:: Saved data entries ::
··········

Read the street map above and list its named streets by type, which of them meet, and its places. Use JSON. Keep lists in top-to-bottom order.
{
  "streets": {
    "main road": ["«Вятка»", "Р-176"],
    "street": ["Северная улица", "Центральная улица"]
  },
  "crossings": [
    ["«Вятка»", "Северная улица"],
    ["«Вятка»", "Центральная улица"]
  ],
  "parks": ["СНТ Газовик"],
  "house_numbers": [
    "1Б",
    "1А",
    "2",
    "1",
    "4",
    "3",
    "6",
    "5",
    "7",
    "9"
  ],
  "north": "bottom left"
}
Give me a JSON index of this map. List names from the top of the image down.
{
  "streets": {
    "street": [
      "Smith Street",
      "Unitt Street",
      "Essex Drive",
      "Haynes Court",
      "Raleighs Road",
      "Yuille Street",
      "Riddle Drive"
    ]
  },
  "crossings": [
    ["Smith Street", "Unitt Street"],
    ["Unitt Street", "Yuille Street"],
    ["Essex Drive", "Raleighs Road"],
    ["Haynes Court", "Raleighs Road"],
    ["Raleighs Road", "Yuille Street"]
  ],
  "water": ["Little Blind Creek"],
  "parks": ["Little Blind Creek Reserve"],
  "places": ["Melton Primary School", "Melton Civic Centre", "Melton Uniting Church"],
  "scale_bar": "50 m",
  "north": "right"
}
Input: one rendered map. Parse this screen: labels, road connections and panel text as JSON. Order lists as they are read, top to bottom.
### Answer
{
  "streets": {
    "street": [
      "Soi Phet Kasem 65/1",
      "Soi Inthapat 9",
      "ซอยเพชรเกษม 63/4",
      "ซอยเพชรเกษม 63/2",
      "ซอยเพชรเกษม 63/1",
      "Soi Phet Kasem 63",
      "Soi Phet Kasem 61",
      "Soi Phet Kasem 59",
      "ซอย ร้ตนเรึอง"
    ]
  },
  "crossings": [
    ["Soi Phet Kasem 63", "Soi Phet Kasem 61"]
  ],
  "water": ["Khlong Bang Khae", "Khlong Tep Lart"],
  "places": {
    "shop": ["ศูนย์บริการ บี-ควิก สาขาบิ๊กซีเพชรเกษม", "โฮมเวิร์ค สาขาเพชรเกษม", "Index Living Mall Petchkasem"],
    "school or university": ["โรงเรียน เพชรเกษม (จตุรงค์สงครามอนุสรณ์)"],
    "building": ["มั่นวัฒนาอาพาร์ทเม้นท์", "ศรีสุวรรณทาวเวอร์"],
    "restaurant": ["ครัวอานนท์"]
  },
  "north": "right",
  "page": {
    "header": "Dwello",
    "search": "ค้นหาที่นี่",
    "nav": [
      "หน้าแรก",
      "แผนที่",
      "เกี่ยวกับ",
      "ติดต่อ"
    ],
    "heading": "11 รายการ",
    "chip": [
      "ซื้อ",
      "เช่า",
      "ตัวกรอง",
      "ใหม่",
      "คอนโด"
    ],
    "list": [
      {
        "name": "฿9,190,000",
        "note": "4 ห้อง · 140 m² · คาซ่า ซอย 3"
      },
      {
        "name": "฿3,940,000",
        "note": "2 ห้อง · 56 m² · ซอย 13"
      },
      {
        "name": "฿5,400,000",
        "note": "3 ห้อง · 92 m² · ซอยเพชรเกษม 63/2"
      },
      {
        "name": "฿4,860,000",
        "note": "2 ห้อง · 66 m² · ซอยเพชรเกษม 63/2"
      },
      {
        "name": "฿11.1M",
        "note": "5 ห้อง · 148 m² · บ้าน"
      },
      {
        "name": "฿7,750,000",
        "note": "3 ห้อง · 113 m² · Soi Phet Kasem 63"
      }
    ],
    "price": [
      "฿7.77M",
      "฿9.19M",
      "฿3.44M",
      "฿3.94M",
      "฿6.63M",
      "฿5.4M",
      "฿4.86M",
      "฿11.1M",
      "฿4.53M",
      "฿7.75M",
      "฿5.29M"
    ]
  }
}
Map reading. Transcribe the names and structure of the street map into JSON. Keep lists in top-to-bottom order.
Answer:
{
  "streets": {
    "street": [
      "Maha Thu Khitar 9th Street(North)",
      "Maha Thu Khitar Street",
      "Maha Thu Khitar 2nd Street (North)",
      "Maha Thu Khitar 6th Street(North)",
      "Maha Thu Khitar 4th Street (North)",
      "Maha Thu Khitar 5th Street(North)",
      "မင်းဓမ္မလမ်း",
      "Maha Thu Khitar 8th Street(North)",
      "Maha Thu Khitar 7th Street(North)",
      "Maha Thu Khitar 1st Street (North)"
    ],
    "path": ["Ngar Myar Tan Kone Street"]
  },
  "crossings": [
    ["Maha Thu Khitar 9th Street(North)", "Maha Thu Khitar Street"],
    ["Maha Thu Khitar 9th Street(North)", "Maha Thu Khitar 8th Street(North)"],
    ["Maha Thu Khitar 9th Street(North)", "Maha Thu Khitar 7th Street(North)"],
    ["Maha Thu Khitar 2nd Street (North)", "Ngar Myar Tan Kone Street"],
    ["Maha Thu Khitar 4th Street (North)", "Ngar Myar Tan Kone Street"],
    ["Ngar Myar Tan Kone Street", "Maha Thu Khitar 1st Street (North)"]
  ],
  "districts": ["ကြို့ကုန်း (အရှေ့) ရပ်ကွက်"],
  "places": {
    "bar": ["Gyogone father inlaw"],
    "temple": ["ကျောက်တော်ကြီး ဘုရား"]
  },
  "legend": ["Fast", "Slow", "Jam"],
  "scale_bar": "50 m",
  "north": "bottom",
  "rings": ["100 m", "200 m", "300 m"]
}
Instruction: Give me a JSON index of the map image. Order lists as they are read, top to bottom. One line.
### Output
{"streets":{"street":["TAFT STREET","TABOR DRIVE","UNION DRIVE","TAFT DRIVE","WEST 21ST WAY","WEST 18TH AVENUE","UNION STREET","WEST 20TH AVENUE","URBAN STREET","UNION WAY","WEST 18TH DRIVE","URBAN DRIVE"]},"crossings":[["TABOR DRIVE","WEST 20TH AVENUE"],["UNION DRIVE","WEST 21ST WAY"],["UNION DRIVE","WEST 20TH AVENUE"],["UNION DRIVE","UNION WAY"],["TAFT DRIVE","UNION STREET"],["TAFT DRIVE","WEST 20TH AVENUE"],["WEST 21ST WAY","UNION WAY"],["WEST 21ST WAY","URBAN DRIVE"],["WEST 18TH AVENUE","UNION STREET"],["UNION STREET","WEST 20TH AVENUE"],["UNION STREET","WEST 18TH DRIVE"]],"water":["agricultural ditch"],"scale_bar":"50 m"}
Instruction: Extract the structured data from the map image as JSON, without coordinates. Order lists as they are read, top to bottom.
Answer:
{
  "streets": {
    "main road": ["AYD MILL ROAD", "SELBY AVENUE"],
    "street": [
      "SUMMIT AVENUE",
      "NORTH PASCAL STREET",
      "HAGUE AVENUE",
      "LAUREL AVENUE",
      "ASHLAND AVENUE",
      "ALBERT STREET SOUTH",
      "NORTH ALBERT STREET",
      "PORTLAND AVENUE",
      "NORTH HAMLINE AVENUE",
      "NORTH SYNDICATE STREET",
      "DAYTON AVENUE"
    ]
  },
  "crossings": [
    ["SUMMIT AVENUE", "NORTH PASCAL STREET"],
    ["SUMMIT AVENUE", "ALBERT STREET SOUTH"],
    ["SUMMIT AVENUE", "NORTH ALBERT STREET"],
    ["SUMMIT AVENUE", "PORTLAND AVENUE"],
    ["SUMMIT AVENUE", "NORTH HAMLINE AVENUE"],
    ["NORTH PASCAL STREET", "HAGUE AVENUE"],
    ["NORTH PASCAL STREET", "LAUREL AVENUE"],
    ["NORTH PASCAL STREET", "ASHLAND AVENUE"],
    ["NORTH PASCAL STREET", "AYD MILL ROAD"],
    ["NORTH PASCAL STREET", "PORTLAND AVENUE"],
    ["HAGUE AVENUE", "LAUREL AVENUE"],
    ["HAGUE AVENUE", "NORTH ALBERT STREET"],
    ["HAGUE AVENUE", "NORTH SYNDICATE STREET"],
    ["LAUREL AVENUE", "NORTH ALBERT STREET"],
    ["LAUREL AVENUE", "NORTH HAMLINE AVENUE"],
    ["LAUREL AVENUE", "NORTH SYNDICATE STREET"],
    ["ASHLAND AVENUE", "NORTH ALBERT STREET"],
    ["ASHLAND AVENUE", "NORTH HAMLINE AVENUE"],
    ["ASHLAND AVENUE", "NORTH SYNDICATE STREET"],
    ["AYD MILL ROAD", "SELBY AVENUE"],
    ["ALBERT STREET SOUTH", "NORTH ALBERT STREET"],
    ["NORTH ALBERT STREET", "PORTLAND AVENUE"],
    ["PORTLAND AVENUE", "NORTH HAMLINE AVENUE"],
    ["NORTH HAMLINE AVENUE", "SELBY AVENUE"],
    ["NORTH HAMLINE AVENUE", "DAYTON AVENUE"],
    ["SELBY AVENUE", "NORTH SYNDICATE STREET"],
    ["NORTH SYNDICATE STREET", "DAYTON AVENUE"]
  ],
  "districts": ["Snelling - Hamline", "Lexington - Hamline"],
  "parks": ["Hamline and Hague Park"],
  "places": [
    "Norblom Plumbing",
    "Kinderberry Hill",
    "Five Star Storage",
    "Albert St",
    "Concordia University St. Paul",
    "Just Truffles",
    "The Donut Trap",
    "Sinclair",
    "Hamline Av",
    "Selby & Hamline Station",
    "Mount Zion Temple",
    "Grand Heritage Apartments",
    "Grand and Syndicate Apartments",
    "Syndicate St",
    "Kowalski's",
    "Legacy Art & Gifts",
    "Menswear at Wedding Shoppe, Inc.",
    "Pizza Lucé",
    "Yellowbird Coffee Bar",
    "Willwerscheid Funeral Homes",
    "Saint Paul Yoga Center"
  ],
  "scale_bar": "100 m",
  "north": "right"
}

··········

:: WHAT IS BEING ASKED ::
Starting from the records above, copy each line where the string "parks" is found.

:: YOUR RESPONSE ::
  "parks": ["СНТ Газовик"],
  "parks": ["Little Blind Creek Reserve"],
  "parks": ["Hamline and Hague Park"],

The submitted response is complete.